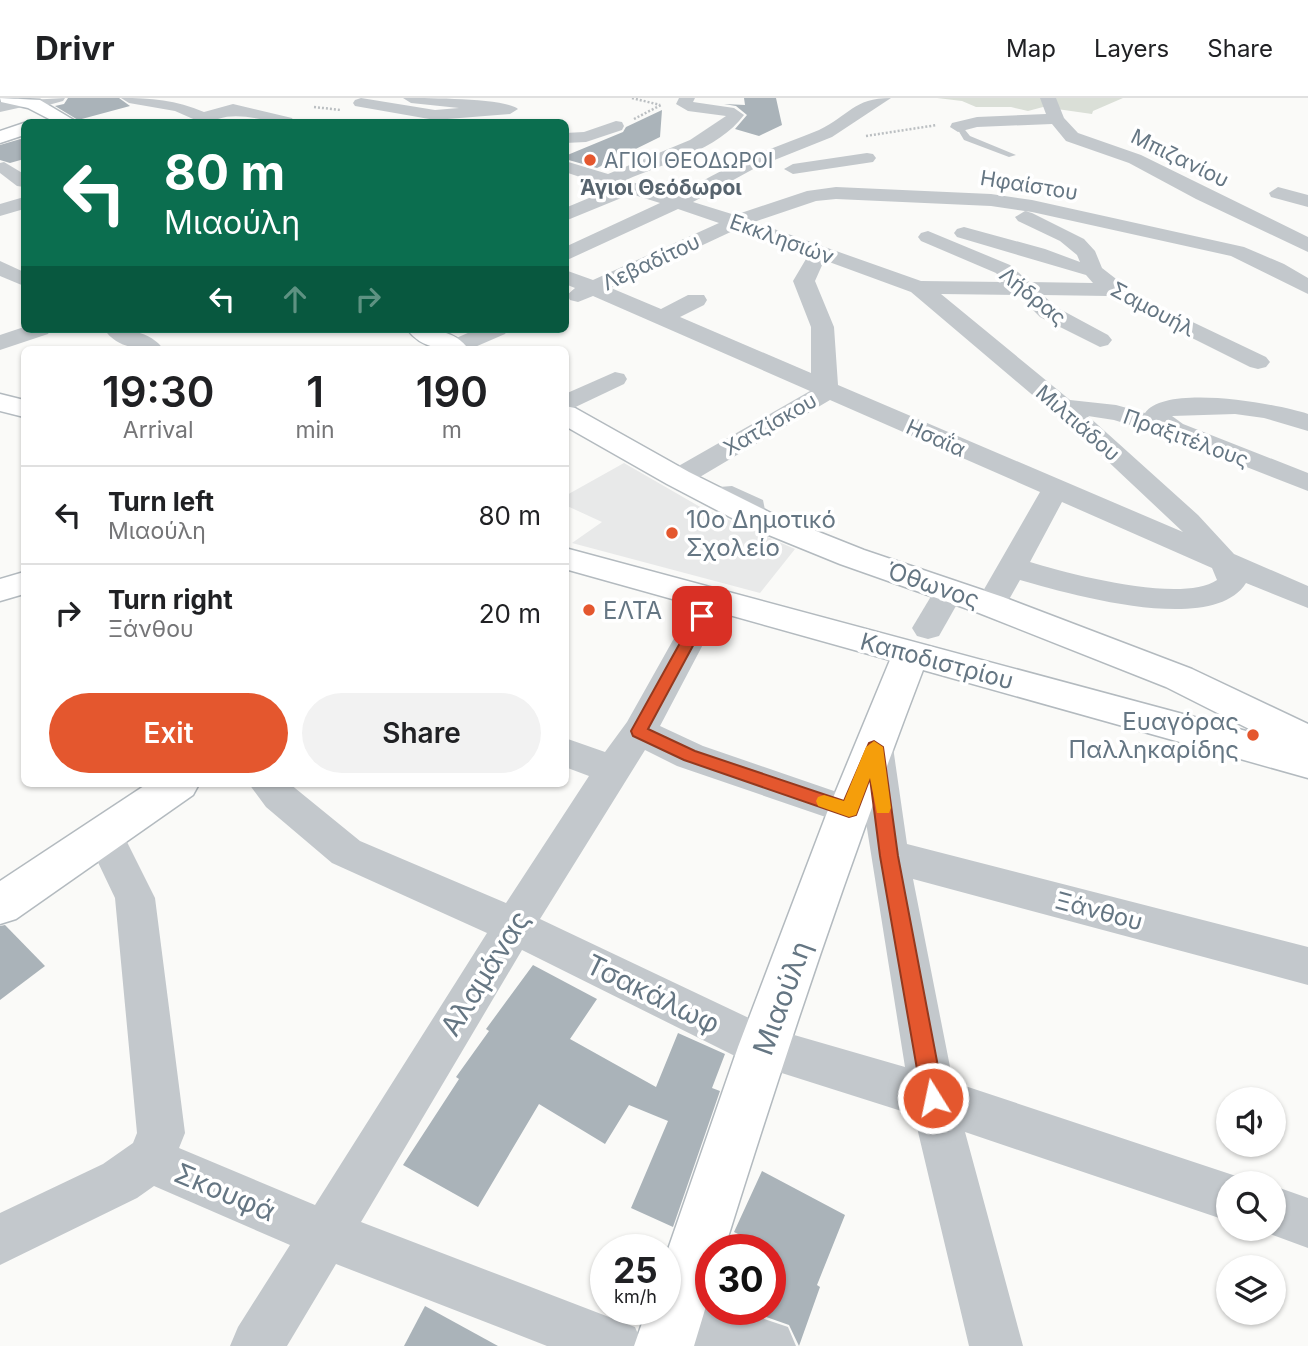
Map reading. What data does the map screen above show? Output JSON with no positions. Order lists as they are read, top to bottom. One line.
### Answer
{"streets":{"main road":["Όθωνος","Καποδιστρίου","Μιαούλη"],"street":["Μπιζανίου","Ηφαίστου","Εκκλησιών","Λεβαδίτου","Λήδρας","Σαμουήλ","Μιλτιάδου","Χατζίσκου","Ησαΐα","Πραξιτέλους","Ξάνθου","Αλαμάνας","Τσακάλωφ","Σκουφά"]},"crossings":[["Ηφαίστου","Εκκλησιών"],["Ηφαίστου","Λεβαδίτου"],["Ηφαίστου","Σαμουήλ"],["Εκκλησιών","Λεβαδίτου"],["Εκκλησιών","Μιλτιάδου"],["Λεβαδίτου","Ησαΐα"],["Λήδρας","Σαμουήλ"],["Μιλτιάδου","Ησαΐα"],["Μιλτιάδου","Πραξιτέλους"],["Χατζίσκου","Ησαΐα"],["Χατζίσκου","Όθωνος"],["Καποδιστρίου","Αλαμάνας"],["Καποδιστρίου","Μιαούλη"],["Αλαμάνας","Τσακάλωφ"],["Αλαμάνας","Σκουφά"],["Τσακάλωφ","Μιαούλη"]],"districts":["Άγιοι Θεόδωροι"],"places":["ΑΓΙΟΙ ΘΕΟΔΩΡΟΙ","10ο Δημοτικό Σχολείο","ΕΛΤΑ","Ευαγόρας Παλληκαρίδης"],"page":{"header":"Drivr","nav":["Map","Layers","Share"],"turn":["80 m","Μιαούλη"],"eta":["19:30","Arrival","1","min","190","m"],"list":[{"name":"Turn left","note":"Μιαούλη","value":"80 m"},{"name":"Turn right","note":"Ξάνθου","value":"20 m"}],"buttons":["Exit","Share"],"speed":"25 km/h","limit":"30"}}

==============================

* What is being asked
Leave out the pictures and give the listing above again exactly.

* Exercise response
Map reading. What data does the map screen above show? Output JSON with no positions. Order lists as they are read, top to bottom. One line.
### Answer
{"streets":{"main road":["Όθωνος","Καποδιστρίου","Μιαούλη"],"street":["Μπιζανίου","Ηφαίστου","Εκκλησιών","Λεβαδίτου","Λήδρας","Σαμουήλ","Μιλτιάδου","Χατζίσκου","Ησαΐα","Πραξιτέλους","Ξάνθου","Αλαμάνας","Τσακάλωφ","Σκουφά"]},"crossings":[["Ηφαίστου","Εκκλησιών"],["Ηφαίστου","Λεβαδίτου"],["Ηφαίστου","Σαμουήλ"],["Εκκλησιών","Λεβαδίτου"],["Εκκλησιών","Μιλτιάδου"],["Λεβαδίτου","Ησαΐα"],["Λήδρας","Σαμουήλ"],["Μιλτιάδου","Ησαΐα"],["Μιλτιάδου","Πραξιτέλους"],["Χατζίσκου","Ησαΐα"],["Χατζίσκου","Όθωνος"],["Καποδιστρίου","Αλαμάνας"],["Καποδιστρίου","Μιαούλη"],["Αλαμάνας","Τσακάλωφ"],["Αλαμάνας","Σκουφά"],["Τσακάλωφ","Μιαούλη"]],"districts":["Άγιοι Θεόδωροι"],"places":["ΑΓΙΟΙ ΘΕΟΔΩΡΟΙ","10ο Δημοτικό Σχολείο","ΕΛΤΑ","Ευαγόρας Παλληκαρίδης"],"page":{"header":"Drivr","nav":["Map","Layers","Share"],"turn":["80 m","Μιαούλη"],"eta":["19:30","Arrival","1","min","190","m"],"list":[{"name":"Turn left","note":"Μιαούλη","value":"80 m"},{"name":"Turn right","note":"Ξάνθου","value":"20 m"}],"buttons":["Exit","Share"],"speed":"25 km/h","limit":"30"}}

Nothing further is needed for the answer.